=== Input material ===

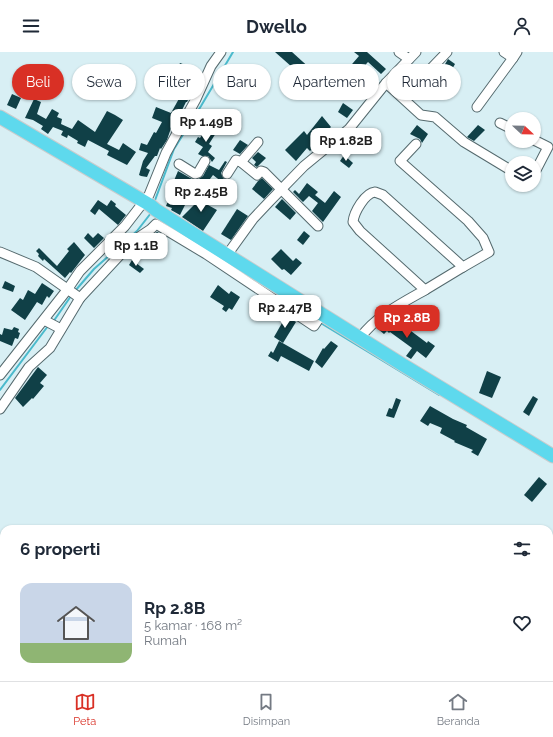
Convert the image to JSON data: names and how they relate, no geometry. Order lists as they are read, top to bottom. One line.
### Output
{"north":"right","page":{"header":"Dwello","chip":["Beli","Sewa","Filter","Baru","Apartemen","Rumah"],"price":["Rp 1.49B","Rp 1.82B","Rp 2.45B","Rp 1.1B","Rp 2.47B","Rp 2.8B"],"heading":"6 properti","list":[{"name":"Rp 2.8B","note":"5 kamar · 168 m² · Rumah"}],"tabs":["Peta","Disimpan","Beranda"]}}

===
=== Input material ===

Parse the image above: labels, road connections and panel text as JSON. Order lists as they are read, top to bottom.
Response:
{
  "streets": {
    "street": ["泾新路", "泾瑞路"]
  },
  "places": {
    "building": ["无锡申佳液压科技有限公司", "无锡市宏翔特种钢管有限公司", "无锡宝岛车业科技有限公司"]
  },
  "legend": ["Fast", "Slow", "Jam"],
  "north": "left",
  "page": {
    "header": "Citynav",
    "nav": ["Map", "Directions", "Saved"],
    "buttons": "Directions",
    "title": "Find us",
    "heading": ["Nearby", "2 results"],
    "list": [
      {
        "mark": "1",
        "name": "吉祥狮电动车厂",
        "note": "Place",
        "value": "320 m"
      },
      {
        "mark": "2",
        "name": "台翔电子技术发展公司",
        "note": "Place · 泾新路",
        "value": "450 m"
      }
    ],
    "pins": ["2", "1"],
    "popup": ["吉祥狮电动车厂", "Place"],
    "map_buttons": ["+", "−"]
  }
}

===

→ Directions
Which lines in the records above hold the string "bottom"? Copy each of them.

→ Solution for this problem
Convert the image to JSON data: names and how they relate, no geometry. Order lists as they are read, top to bottom. One line.
Parse the image above: labels, road connections and panel text as JSON. Order lists as they are read, top to bottom.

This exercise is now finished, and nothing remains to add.